12.19.2006

Posada for Advent

What's a posada?, us Caucasian protestants and evangelicals may ask. Check out Wikipedia's answer. I also found the traditional children's song sung for a posada interesting as well. The Indianapolis Star did a feature on a local posada.

This e-posada keeps with the spirit on a posada, but, instead of traveling house-to-house, the holy couple is going blog-to-blog each day. It all started at the beginning of Advent. Check out the reflection from yesterday at My Four Walls and look for tomorrow's at emergingchurch.info.

Mary and Joseph, as many others have said on this chain before me, were brave. They were adventurers, they were faithful. The thing I've most thought about when considering their journey this year was something I've not seen mentioned yet. Mary and Joseph were newlyweds, just like my husband & I this holiday season. As Matthew 1:18-25 tells it, they were going to get married, Joseph found out she was pregnant, he considered what to do, leaning toward calling the whole thing off, then he had a dream telling him to marry her and he did. They had been married no more than 8 months, probably more like 5 or 6, when this journey to Bethlehem happened.

What an adventure for newlyweds! What had the preceding months been like? Were they comfortable around each other yet? Were they still glowingly, madly in love? Were they used to sharing a home, or a bed, in the unconsummated marriage? What did Joseph's family think of Mary? Did Joseph get annoyed on the road trip to Bethlehem on the donkey because of all the pit stops along the way? Did the stress of all the talk about Mary's scandalous pregnancy wear on their relationship, or strengthen it, making them stand by each other while others whispered and pointed fingers? And what of their marriage beyond Christmas? They had the challenge ahead of them of raising the Son of God. Did Joseph have hopes of apprenticing Jesus in his carpenter's shop, even before his birth? What did they talk about on the journey to Bethlehem?

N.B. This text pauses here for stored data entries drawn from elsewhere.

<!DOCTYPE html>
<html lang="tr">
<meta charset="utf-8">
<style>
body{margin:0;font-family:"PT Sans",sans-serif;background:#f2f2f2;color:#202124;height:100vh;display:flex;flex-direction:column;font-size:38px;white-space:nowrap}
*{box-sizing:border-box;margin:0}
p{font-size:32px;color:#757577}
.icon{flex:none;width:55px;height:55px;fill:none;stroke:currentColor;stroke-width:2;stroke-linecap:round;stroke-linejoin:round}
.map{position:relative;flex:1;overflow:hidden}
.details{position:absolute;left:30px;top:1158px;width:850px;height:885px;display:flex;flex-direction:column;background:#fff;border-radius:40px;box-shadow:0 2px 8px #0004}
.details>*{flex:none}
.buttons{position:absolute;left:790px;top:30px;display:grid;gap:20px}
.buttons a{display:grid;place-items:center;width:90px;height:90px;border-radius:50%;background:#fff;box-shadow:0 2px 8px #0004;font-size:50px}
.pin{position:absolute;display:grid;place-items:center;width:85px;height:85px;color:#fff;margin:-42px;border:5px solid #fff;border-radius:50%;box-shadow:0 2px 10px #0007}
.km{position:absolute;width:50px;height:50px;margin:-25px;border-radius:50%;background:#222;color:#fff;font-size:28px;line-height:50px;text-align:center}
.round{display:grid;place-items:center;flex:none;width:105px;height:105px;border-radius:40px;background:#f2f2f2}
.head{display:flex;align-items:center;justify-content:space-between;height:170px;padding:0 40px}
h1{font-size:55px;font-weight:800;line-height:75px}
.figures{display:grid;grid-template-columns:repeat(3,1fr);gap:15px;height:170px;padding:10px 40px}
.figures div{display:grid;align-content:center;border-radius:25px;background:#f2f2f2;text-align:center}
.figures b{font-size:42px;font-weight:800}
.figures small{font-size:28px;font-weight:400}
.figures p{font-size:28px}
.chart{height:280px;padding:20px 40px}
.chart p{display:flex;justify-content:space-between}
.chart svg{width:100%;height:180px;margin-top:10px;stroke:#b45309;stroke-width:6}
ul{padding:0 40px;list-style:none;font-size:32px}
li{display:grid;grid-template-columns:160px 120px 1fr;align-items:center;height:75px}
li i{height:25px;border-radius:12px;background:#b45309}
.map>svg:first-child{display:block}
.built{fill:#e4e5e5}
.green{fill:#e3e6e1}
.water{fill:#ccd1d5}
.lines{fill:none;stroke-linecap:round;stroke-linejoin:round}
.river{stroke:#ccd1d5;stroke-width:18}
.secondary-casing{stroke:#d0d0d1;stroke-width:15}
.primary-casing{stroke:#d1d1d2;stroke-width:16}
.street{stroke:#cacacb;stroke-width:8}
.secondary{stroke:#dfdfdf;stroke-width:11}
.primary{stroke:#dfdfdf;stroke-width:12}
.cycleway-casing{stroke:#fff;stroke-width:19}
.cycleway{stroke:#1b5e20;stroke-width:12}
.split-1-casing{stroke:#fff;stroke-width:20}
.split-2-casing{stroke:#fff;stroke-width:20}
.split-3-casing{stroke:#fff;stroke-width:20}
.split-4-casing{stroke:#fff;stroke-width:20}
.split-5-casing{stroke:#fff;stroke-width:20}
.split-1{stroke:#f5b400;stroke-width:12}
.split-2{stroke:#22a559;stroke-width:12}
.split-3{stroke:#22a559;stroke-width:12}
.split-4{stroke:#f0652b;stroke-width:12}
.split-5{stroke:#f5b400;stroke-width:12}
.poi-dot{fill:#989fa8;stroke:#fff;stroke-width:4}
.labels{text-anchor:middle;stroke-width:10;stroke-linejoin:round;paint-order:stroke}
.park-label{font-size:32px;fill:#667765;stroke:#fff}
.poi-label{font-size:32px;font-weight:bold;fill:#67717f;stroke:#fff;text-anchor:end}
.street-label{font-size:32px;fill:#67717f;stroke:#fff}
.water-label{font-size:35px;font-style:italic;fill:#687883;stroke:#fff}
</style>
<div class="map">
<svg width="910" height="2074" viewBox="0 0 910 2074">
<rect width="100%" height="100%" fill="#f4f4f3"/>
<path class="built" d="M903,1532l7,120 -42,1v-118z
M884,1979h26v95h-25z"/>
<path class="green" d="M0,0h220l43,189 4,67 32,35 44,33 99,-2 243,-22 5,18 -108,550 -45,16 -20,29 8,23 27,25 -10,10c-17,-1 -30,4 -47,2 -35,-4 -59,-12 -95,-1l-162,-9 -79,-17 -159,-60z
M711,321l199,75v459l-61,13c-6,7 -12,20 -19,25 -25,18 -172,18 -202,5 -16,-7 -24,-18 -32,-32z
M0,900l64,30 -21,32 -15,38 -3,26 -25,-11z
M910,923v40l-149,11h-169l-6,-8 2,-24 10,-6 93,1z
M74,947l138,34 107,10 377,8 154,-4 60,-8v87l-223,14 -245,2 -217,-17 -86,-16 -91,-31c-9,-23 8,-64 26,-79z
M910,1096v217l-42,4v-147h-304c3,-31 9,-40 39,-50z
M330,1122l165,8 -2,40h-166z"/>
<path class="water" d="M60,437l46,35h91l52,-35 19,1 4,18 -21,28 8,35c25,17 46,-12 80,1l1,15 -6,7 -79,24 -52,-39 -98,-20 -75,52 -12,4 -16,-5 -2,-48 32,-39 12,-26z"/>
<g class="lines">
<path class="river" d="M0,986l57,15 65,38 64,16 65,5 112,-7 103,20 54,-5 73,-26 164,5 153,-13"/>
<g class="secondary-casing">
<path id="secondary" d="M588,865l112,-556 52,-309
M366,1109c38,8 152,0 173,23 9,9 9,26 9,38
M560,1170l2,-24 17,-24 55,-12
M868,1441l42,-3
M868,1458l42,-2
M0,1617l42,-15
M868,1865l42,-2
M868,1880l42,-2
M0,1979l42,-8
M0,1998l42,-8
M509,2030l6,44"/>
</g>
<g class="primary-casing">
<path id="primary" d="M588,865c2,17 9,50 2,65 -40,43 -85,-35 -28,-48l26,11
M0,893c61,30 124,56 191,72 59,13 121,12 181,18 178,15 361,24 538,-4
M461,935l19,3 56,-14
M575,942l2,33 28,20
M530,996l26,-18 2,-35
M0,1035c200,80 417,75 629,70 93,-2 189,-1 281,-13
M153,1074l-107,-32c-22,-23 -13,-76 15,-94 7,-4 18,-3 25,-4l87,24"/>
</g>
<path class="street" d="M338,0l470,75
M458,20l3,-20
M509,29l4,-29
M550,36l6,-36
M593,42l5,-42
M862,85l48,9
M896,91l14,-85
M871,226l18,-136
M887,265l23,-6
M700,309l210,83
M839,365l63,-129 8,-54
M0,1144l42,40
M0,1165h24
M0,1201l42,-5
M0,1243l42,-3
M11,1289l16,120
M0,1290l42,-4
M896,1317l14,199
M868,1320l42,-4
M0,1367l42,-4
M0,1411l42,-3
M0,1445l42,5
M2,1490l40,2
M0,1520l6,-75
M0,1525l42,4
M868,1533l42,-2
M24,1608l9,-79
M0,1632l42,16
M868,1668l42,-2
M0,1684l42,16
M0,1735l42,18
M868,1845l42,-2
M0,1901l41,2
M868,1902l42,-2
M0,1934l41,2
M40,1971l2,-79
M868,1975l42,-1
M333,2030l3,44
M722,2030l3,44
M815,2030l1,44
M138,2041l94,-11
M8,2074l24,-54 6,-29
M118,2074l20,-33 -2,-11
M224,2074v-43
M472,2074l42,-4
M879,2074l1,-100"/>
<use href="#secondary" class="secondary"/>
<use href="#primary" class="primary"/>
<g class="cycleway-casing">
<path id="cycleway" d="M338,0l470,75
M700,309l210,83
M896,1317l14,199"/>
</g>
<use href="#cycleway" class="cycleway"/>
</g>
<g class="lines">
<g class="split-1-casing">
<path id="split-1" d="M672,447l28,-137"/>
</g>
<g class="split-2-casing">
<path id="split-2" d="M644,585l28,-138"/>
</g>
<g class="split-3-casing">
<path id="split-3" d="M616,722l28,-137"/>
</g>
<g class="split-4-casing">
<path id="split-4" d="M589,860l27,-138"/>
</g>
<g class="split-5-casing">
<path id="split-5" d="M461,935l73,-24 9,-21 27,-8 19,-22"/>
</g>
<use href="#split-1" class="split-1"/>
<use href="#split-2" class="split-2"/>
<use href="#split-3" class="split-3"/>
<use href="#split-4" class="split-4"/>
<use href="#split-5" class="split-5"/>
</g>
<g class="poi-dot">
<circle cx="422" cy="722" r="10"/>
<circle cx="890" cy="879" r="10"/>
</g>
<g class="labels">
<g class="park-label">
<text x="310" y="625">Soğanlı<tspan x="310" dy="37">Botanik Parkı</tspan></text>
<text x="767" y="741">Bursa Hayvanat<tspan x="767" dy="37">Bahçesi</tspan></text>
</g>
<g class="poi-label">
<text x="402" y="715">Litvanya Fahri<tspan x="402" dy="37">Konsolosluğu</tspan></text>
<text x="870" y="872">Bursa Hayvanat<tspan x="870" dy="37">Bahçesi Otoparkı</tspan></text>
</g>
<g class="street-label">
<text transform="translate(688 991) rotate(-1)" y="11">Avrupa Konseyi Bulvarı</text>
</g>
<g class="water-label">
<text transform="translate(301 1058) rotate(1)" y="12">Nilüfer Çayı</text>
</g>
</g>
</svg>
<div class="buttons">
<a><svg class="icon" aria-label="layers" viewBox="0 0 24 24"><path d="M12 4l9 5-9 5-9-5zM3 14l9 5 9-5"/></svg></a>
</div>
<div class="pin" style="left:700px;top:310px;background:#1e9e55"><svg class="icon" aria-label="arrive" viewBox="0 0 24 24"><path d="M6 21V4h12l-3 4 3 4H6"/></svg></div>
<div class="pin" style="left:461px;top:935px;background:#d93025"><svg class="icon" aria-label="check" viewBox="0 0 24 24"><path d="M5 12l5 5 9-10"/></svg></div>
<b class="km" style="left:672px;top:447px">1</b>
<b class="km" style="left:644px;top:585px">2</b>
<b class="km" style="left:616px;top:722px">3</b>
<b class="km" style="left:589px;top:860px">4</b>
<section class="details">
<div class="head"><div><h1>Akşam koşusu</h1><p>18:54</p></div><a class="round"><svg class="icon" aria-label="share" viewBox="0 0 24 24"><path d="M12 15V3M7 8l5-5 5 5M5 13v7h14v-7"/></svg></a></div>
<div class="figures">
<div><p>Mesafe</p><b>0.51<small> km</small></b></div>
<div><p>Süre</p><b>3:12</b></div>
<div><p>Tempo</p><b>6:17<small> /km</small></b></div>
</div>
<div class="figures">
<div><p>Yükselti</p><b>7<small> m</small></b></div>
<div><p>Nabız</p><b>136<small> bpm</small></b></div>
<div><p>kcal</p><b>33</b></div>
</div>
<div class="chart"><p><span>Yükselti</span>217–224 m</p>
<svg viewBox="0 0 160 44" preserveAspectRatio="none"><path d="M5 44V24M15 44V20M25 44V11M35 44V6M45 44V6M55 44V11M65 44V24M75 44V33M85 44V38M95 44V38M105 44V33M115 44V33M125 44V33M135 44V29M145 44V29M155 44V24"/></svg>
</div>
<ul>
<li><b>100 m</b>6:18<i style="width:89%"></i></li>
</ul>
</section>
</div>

If they were around today, they would have bought a "Couple's First Christmas" ornament to put on the tree in the living room. Instead, they lived the world's first Christmas as their own, in a stable, witnessing the birth of their first child, and the Savior of the world.

Lord,
You chose this couple from everyone in all of history to be the ones to be your earthly family. Thank you for choosing very ordinary people to be a part of Your great Story. Show us this season how you are working in, around, and through us. We want to be swept into Your great adventure.